Dataset content: Begin

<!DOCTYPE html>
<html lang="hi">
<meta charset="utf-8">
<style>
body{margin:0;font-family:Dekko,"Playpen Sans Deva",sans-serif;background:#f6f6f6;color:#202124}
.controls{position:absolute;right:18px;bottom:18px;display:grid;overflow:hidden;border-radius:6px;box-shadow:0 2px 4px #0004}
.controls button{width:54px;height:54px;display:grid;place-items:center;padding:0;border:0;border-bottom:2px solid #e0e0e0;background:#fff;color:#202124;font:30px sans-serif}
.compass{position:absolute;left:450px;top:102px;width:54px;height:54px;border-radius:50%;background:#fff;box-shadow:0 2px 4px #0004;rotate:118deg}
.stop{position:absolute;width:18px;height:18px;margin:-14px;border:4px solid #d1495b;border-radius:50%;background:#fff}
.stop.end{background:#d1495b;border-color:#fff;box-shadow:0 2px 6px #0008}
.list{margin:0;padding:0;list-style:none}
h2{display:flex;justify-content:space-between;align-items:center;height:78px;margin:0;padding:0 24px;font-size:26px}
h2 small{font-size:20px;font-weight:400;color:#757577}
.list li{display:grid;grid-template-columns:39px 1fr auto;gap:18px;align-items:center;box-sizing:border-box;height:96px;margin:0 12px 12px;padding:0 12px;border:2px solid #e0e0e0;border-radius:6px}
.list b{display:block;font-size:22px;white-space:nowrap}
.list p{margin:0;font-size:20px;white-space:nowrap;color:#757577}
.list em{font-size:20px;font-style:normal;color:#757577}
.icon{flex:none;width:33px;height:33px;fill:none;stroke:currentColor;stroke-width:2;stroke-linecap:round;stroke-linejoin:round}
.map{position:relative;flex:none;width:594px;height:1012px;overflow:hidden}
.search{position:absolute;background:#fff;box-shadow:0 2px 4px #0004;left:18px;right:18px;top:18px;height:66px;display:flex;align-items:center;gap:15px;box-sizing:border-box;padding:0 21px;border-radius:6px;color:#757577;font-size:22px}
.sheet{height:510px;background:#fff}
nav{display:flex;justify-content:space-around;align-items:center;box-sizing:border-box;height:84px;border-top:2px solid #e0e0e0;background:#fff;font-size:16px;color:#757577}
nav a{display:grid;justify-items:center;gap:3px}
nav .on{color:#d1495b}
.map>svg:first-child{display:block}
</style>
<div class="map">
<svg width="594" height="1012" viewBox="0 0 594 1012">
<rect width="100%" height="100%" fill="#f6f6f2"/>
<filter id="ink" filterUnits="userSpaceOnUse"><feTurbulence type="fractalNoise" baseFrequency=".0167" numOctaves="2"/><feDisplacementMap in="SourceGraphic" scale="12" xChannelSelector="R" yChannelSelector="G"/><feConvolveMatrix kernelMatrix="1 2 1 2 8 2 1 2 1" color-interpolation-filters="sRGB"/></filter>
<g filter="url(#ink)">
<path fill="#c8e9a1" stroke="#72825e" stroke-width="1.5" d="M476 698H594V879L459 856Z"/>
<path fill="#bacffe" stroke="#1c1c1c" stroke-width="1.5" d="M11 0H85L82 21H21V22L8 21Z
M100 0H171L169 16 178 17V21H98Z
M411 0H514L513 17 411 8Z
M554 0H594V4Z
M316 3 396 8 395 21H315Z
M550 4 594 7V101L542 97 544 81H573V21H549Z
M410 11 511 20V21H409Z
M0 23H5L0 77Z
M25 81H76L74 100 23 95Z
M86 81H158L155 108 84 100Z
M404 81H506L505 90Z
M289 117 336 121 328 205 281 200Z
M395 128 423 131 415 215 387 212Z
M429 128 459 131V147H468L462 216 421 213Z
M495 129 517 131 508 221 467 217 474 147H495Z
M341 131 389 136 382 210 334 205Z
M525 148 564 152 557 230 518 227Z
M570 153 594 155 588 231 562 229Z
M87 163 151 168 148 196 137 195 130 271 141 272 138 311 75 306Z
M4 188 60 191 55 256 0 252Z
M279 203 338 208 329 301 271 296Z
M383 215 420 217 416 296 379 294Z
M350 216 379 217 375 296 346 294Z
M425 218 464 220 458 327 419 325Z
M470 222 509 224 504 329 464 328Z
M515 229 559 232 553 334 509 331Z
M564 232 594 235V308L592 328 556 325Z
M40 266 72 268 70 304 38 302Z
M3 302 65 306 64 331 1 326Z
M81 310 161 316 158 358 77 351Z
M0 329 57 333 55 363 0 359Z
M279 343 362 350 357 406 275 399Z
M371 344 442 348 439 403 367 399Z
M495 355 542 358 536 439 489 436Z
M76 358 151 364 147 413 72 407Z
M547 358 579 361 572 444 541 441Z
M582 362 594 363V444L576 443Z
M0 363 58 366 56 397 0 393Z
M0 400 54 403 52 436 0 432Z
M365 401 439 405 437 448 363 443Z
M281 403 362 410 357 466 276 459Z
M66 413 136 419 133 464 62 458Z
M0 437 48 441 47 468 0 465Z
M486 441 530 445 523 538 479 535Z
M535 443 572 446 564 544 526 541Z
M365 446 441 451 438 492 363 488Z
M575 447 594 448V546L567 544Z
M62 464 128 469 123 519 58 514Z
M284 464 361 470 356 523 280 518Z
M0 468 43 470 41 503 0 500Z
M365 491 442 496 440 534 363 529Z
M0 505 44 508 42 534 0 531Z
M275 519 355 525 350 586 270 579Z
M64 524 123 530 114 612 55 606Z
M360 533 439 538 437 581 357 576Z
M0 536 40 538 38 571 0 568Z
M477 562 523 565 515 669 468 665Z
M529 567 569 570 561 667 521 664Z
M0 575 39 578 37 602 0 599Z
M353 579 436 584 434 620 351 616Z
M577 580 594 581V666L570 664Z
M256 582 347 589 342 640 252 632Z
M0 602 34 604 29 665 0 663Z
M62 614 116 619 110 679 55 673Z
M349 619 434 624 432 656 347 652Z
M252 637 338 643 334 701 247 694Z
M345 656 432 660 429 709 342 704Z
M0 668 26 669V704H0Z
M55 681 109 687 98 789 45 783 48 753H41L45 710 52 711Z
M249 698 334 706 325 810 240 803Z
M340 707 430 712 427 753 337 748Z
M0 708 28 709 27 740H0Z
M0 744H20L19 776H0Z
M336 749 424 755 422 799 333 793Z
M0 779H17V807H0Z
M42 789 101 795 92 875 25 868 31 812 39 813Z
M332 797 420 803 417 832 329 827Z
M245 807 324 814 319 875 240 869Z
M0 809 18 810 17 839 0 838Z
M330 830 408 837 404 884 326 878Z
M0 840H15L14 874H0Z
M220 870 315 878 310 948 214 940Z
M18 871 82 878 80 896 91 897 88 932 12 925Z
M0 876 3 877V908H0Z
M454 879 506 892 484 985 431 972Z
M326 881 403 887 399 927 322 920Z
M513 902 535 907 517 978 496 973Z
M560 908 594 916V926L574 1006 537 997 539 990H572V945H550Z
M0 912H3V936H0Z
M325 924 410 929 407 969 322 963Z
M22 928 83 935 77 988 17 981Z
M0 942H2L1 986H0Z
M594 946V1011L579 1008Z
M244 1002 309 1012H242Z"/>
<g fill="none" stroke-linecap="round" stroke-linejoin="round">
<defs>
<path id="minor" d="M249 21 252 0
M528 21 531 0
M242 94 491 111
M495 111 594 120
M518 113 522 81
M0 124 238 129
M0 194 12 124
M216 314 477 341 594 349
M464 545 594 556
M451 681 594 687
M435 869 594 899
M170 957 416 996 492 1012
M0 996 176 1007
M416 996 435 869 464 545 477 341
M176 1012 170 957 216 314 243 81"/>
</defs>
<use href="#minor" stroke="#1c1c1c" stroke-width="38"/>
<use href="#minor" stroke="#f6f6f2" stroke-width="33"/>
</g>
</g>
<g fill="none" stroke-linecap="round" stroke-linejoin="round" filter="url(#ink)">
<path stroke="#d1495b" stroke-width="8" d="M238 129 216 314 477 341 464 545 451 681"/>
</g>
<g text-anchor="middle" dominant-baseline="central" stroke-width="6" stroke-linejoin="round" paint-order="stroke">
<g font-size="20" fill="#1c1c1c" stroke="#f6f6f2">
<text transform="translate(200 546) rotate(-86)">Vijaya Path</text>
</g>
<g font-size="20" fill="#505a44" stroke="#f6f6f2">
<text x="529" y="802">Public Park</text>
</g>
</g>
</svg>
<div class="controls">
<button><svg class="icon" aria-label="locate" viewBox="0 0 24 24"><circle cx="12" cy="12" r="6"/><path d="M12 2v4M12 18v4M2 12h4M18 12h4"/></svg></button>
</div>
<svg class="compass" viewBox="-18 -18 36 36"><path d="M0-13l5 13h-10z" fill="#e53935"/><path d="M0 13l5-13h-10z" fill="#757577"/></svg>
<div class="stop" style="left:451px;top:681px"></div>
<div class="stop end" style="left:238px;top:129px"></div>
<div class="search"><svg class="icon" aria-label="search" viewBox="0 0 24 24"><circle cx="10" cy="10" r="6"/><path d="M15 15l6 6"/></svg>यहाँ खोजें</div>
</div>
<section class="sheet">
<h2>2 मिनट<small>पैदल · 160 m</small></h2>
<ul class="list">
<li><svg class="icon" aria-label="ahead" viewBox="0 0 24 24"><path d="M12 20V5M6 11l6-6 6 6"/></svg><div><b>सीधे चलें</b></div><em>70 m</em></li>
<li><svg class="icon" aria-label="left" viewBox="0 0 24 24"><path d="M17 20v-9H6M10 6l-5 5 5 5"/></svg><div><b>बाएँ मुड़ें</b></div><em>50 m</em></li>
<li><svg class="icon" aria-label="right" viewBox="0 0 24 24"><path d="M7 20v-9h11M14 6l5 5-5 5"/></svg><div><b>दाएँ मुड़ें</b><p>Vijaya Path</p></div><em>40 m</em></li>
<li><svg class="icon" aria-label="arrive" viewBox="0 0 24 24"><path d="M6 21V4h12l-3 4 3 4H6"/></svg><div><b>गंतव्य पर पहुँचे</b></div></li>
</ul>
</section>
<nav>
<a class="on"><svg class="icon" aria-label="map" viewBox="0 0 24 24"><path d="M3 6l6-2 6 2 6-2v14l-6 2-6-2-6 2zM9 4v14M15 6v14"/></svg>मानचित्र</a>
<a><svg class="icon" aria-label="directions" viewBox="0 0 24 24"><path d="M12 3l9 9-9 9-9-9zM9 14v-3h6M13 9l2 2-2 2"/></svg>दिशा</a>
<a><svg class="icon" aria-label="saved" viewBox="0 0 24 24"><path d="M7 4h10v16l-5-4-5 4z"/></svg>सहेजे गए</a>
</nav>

Dataset content: End

## Exercise
Go through the entries above and report every line in which the word "list" appears.

## Reply to the exercise
.list{margin:0;padding:0;list-style:none}
.list li{display:grid;grid-template-columns:39px 1fr auto;gap:18px;align-items:center;box-sizing:border-box;height:96px;margin:0 12px 12px;padding:0 12px;border:2px solid #e0e0e0;border-radius:6px}
.list b{display:block;font-size:22px;white-space:nowrap}
.list p{margin:0;font-size:20px;white-space:nowrap;color:#757577}
.list em{font-size:20px;font-style:normal;color:#757577}
<ul class="list">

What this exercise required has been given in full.